#### Exercise brief
When a line below contains the word "stream", copy that line.

#### Saved data entries
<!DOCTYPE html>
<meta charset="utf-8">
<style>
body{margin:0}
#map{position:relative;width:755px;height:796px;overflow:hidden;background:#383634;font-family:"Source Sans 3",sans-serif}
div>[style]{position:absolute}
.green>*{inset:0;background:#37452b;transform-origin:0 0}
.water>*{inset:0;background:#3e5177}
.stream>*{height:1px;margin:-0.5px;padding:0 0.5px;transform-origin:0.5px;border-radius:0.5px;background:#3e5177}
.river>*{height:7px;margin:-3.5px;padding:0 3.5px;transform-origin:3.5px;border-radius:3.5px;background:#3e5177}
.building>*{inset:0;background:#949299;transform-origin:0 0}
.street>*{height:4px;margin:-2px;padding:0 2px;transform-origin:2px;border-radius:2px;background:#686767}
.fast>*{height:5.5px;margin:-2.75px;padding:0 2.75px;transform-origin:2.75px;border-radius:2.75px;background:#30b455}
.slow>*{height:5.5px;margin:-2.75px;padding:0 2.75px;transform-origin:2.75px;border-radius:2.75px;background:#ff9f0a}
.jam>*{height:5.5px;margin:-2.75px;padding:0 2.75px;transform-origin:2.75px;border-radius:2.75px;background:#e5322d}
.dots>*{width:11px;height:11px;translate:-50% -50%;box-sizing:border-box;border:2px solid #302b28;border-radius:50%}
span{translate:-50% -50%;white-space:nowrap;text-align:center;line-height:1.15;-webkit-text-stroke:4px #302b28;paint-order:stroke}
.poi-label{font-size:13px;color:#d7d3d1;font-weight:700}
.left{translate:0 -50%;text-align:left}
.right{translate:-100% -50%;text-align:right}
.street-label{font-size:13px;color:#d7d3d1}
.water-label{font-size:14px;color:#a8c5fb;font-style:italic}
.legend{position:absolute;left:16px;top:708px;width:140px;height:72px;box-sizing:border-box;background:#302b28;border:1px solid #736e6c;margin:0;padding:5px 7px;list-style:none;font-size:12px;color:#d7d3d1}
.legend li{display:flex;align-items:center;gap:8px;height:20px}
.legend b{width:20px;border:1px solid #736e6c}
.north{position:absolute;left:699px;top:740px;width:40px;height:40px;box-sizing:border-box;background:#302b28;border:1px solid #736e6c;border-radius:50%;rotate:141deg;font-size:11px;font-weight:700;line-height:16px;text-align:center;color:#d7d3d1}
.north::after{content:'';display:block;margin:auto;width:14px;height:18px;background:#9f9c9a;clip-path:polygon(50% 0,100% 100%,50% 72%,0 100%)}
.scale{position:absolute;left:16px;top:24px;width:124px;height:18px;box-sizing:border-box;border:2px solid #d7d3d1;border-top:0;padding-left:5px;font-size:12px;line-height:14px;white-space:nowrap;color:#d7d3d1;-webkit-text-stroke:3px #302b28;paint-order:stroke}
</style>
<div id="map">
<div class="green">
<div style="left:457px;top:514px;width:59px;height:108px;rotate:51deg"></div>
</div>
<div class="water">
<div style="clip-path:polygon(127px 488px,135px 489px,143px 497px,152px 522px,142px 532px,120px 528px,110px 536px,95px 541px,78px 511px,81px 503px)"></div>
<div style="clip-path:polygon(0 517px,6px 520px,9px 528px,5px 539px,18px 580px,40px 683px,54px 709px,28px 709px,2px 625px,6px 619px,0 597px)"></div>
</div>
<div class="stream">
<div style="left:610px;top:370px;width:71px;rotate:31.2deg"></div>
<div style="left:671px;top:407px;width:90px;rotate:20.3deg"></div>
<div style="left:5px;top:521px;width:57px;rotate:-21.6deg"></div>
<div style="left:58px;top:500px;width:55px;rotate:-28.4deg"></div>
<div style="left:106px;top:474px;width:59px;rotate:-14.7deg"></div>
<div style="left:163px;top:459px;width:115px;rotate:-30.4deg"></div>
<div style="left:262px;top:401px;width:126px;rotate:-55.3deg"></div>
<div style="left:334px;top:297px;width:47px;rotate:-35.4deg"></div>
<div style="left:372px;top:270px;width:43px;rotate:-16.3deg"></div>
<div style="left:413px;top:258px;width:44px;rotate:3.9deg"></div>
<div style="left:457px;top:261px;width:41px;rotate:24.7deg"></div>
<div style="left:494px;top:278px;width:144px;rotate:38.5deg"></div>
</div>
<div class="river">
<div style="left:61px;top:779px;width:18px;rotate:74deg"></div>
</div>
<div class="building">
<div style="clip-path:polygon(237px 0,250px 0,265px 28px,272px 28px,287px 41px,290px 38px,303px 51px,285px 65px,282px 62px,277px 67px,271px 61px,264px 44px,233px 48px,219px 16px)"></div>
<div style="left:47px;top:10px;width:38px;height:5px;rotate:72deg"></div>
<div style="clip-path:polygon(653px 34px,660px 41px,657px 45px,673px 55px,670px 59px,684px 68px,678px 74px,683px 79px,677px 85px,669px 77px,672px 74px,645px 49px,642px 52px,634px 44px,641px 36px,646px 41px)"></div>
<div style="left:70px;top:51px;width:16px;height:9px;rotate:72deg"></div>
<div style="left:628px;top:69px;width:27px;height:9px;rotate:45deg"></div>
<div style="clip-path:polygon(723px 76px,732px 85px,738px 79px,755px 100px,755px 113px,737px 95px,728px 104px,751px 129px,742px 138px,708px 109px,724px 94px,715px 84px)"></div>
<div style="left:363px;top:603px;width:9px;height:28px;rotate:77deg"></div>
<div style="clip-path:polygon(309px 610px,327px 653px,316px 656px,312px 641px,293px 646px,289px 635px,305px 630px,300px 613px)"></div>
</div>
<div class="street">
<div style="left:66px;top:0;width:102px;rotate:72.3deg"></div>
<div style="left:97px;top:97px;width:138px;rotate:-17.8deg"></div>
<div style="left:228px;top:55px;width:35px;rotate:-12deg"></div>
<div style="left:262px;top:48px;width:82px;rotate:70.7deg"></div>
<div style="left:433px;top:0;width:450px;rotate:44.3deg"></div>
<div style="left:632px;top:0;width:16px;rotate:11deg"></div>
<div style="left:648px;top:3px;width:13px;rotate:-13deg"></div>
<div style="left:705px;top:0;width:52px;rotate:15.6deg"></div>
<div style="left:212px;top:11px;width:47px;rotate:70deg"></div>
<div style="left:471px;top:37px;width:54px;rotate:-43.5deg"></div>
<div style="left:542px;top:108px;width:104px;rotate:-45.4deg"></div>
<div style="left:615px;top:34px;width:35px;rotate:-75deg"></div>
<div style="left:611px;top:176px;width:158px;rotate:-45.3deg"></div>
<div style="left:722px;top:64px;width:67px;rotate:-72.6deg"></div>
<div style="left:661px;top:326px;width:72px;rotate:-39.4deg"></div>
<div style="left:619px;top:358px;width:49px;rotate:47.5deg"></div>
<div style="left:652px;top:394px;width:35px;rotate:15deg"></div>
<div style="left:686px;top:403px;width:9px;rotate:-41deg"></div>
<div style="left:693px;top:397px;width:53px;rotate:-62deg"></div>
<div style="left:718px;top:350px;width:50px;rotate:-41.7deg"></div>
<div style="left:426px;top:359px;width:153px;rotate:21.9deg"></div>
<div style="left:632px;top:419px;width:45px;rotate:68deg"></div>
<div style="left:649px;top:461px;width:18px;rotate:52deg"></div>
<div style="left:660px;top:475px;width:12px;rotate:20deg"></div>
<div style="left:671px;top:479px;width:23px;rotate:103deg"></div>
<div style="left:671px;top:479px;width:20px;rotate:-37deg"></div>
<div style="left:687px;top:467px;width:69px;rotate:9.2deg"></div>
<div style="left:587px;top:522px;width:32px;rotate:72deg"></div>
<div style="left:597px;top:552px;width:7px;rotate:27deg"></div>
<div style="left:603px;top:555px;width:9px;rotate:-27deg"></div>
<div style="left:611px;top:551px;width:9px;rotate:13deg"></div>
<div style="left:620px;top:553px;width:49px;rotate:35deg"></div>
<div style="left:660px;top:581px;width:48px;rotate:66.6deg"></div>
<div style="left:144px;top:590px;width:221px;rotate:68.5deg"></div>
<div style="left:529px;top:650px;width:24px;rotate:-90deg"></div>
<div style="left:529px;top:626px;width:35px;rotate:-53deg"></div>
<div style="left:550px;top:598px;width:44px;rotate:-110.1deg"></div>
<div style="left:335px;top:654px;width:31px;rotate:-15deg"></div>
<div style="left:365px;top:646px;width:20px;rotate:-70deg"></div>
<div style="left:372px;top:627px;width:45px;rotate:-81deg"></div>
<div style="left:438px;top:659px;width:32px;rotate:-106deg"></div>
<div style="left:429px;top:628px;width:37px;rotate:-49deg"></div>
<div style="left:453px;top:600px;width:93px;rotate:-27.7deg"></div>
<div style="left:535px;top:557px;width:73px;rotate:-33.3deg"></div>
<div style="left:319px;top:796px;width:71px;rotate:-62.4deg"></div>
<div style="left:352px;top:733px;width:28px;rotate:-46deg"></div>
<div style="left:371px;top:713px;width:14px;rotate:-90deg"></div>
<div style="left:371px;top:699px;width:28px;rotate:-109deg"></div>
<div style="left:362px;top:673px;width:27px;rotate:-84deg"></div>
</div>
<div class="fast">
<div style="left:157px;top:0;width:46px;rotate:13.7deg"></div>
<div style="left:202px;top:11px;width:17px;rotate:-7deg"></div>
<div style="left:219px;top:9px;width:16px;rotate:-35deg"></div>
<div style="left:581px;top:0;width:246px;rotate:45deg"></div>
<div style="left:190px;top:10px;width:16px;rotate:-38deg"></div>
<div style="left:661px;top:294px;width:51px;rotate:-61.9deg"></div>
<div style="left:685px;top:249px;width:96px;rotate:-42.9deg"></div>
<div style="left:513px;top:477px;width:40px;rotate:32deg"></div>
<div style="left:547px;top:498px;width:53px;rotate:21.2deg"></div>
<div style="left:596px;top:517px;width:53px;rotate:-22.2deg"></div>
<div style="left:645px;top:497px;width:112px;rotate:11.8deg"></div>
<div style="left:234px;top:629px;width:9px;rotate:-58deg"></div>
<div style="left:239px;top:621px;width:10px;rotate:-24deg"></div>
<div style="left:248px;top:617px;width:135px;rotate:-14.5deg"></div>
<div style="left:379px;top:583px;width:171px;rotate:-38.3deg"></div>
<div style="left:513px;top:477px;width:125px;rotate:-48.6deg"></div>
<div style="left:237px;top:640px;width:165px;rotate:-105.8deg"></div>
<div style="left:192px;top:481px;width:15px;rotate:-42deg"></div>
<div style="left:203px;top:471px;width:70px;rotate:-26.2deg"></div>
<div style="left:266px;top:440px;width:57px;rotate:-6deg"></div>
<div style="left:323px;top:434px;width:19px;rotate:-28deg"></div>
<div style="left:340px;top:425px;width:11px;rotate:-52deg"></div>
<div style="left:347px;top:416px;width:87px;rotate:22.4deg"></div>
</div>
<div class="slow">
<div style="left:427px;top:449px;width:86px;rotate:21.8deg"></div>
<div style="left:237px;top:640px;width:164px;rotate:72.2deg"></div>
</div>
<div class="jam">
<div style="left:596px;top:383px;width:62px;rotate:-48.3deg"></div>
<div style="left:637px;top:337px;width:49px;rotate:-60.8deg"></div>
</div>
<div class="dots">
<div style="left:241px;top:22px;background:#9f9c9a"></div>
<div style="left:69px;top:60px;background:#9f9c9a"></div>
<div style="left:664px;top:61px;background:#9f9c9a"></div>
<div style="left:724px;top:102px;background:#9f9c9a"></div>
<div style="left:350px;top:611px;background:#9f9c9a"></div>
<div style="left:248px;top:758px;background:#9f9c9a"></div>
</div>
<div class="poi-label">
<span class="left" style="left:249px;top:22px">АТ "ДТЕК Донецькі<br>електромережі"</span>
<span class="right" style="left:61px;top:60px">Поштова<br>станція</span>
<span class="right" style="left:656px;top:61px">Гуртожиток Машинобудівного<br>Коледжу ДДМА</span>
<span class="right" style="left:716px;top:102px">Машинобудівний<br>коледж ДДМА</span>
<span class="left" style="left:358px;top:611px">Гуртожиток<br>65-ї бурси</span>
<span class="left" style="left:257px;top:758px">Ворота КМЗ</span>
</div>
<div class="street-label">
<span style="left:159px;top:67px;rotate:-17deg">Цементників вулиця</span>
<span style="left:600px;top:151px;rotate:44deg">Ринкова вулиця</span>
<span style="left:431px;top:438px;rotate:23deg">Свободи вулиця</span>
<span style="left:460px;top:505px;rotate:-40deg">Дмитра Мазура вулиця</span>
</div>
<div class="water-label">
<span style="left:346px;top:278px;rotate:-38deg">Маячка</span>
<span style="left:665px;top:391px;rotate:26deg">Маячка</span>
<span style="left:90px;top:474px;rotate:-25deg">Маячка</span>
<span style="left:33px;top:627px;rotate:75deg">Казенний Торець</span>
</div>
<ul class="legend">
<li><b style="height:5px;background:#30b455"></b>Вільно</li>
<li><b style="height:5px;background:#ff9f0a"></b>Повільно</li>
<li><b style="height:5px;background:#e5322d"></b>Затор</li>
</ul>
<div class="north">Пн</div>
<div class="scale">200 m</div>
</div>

#### Reply to the task
.stream>*{height:1px;margin:-0.5px;padding:0 0.5px;transform-origin:0.5px;border-radius:0.5px;background:#3e5177}
<div class="stream">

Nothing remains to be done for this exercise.